Casi jugando a la gallina ciega, con el objetivo de los
dólmenes de Carnac y de refrescar la piel, me largo a la Bretaña continental en
el momento más céltico del año, y sale bien.
El “amado líder” que nos toca (título made in “maceta del
sur”) y la cohesión casi libertaria de los homos y homas, aún siendo de
especies varias y muy diferenciadas, hacen la mayor parte.

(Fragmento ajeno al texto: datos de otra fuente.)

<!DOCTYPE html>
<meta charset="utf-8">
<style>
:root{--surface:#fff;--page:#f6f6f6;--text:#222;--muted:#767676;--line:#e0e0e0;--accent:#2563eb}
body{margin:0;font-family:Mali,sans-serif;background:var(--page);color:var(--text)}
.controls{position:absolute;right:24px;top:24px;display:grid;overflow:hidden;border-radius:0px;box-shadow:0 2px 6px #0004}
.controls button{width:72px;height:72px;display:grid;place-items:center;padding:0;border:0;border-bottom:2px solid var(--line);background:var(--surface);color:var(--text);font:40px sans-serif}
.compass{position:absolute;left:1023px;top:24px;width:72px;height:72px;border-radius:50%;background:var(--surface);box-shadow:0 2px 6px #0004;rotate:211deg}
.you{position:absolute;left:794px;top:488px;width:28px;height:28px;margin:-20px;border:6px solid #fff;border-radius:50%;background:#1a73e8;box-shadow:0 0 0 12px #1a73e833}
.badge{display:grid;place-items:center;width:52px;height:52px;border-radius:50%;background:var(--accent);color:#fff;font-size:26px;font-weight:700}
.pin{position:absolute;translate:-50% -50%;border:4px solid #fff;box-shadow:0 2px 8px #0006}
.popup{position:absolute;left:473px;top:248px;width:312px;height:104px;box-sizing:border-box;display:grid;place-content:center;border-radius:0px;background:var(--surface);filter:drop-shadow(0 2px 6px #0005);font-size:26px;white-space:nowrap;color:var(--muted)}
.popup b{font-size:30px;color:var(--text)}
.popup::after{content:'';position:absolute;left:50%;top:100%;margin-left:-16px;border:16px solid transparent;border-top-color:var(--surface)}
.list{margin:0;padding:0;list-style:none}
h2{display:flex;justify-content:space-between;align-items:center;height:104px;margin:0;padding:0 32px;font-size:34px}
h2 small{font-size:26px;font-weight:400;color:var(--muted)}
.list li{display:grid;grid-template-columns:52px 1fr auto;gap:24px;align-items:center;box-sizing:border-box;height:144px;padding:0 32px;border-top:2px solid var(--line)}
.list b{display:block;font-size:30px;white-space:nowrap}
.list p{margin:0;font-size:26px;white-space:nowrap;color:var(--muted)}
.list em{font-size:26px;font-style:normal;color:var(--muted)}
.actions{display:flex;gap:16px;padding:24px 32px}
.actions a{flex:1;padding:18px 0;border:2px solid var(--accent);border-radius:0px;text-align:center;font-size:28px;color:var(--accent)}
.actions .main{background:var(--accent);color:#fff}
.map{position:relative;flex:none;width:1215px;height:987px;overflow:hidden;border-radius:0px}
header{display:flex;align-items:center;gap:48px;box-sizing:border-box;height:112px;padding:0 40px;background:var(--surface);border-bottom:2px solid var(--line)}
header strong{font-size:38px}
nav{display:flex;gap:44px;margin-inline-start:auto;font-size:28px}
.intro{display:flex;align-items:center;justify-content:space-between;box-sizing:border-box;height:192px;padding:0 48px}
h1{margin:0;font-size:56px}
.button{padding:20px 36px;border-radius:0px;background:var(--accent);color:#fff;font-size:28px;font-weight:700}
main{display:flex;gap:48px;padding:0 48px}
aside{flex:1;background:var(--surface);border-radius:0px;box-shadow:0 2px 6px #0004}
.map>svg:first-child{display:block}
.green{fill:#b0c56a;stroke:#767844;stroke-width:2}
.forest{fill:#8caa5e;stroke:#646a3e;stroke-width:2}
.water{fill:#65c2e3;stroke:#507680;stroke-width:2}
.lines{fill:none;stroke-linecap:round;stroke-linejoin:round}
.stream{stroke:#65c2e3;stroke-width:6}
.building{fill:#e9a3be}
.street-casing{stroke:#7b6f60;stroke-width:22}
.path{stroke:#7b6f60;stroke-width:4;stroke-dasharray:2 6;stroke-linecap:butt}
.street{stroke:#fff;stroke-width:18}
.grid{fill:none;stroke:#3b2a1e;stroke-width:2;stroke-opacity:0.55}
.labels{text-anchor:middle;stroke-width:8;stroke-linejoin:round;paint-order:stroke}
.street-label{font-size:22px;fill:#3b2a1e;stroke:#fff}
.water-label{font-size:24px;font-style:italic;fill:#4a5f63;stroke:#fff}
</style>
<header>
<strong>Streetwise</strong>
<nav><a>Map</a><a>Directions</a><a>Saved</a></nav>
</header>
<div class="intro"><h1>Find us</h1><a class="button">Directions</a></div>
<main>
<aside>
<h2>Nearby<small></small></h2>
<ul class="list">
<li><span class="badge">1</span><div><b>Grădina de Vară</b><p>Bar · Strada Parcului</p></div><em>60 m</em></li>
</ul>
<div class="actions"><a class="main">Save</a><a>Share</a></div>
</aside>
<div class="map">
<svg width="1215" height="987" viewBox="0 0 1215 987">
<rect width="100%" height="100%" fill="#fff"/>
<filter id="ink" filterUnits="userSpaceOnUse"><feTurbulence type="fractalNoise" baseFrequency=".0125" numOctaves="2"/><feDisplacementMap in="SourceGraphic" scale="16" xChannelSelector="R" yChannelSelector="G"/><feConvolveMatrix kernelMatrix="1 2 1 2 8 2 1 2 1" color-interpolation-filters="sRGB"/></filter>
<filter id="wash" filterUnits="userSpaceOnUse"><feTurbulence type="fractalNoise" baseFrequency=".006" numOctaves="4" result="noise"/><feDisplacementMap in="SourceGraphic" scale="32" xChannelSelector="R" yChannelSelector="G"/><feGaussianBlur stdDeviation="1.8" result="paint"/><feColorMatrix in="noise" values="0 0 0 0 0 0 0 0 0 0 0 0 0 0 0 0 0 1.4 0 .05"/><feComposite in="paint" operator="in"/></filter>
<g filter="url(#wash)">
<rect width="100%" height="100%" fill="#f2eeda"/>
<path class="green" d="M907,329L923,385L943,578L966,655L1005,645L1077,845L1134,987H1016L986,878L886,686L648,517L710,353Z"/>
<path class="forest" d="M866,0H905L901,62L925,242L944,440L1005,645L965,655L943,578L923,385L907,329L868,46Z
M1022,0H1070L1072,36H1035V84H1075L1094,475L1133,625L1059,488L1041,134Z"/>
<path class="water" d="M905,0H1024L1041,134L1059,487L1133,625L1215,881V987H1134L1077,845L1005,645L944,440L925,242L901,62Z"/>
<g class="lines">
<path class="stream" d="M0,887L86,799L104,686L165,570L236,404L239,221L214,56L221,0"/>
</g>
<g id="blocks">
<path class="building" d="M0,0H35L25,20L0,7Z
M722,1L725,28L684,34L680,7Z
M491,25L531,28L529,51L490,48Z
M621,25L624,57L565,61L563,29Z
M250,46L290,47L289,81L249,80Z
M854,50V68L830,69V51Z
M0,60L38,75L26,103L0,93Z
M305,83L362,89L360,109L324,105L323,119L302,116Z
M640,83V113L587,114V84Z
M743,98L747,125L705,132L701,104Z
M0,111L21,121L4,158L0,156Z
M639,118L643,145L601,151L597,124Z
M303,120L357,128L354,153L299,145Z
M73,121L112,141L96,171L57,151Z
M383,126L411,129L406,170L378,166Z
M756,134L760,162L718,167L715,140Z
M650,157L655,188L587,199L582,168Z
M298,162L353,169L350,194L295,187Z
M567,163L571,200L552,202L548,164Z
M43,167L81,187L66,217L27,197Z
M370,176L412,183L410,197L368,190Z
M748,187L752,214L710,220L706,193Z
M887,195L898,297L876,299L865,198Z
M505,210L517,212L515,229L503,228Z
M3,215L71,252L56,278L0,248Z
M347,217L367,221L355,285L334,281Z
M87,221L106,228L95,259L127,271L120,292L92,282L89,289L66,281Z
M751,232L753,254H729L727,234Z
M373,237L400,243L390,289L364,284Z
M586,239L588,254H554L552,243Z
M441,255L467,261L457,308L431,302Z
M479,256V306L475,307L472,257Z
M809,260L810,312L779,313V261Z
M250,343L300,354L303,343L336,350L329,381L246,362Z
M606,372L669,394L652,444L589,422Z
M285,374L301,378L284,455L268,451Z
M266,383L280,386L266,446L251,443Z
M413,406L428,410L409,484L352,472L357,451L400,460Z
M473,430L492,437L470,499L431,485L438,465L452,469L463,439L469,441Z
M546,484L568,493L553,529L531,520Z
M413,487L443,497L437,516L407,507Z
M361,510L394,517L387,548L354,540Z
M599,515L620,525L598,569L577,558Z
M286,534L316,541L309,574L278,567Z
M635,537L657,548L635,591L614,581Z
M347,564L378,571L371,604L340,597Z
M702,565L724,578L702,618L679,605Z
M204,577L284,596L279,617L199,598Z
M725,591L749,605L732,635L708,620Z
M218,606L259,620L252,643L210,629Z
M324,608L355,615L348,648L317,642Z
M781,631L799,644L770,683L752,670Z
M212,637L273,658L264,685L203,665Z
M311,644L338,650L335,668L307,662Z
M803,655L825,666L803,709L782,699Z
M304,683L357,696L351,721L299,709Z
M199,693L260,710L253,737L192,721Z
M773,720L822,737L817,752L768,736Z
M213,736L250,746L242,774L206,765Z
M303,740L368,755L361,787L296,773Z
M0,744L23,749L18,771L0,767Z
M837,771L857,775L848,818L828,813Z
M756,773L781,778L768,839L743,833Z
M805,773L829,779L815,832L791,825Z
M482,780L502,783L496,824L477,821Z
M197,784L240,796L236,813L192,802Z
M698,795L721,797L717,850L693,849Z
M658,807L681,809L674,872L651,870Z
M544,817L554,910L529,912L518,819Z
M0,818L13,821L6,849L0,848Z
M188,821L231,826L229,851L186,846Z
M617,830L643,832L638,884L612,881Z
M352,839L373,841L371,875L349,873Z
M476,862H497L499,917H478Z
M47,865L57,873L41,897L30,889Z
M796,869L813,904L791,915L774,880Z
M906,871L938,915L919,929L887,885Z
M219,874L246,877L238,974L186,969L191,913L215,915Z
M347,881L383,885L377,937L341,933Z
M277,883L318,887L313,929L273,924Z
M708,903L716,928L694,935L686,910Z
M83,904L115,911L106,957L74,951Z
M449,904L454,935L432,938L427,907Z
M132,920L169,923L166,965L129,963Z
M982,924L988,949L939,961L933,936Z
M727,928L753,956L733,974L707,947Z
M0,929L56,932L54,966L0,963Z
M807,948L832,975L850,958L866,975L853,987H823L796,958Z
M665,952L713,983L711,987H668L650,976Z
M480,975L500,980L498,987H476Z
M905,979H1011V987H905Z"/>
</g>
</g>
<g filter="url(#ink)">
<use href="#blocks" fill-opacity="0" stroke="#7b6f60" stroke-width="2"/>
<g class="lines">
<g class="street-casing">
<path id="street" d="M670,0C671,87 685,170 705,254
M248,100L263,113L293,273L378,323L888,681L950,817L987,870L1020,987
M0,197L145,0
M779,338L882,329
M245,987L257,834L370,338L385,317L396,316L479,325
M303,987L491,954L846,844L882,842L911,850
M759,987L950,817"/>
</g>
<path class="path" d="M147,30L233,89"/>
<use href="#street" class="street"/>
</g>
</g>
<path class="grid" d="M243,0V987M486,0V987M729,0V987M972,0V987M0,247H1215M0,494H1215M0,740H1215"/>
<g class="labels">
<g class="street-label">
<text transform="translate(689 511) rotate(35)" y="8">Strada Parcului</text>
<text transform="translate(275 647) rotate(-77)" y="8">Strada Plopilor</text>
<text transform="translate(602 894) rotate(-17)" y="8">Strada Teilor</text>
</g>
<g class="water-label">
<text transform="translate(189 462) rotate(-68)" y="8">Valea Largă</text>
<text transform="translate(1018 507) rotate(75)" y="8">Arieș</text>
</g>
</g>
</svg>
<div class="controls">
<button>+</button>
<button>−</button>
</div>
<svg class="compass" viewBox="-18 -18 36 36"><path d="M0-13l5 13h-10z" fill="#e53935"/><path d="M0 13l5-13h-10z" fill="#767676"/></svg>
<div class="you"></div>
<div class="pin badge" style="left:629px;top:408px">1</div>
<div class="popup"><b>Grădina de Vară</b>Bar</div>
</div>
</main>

El escenario no
defrauda.
En cuanto a la lengua, y tras varios lustros de duro
trabajo, ya se decir “bon jour” sin pronunciar la “r”.
Las energías de los alineamientos de Carnac hacen su
mágico trabajo y ya no siento la rodilla, sí la pierna (aclaración: a los
dólmenes se les atribuyen poderes curativos y yo venía con la rodilla lesionada
del descenso del río Tajo en kayak).
En la habitación que me asignan la compañía no ronca,
tampoco se ducha ni estorba, ni ná de ná.
Durante todo el tiempo que pasamos entre bosques, islas y
costas apenas llueve, creo que no se atreve.
Por la noche, las gaitas toman confianza y nos
transportan de la sorpresa al gusto, del gusto a la indigestión y de ésta al
oído. Al final descubro que soy celta, corto pero celta.
La sidra bretona, los creps y las “galetas”, y, cómo no,
las ostras tamaño “king size”, ante las que temes ser engullido antes de
atreverte a atacarlas, sitúan rápido en éste “finis terrae”.
Seis días de olvido abierto, ver con otros ojos, oír con
otros oídos y sentir antes que esperar a que me lo cuenten con los ojos como
platos y una sonrisa estúpida que llega más allá de las comisuras de los
labios.
En las visitas a “l’ile d’Artz” y “L’ile de Houat”, me
quedo de la primera con los restos megalíticos y de la segunda con un baño
nudista en compañía de mi ego, en la cala de los “moules” (éste bautismo sí es
mío, al contemplar los millares de estos moluscos que me impedían ver el color
de la piedra). Sin despreciar su cuidada uniformidad arquitectónica y encanto paisajístico:
casas blancas con tejados empinados y cerramientos color azulete, envueltas en
flores multicolor, más próximas a cuento que a realidad.
Casi con miedo me quedan preguntas que no buscan
respuesta porque no quieren perder su halo de misterio.
Sobre los dólmenes y los menhires flotan las costumbres
de sesenta siglos, que pretendemos descifrar con criterios miopes, cuando ni
siquiera somos capaces de hacerlo con lo que hemos vivido apenas hace unas
horas. Una vez más la presunción inconsciente del hombre y la mujer
contemporáneos. Lo cual no les resta ni un ápice de interés, mucho menos de
admiración. Yo, que no me atrevo a más allá de miradas furtivas y gestos
etéreos, aún guardo en el pulgar de la mano izquierda los restos de un picazo
con el que me regaló un inferior (de tamaño) en el interior de la “Table des
Marchand”. Soy presa fácil y al parecer suculenta para los que sin duda nos
sucederán.
Para acabar, el ritmo de los bailes celtas, integradores
y colectivos, que amenazan con no acabarse nunca y que penetran hasta
convertirse en coro y balé recidivantes, fugaz recuerdo de los celtas y sus
gaitas, unen más al grupo acabando por compartir miradas de complicidad y
gestos más allá de la camaradería casual.
Gracias Asterix, gracias
Obelix. Panoramix, guárdame un poco de esa pócima, que la voy a necesitar.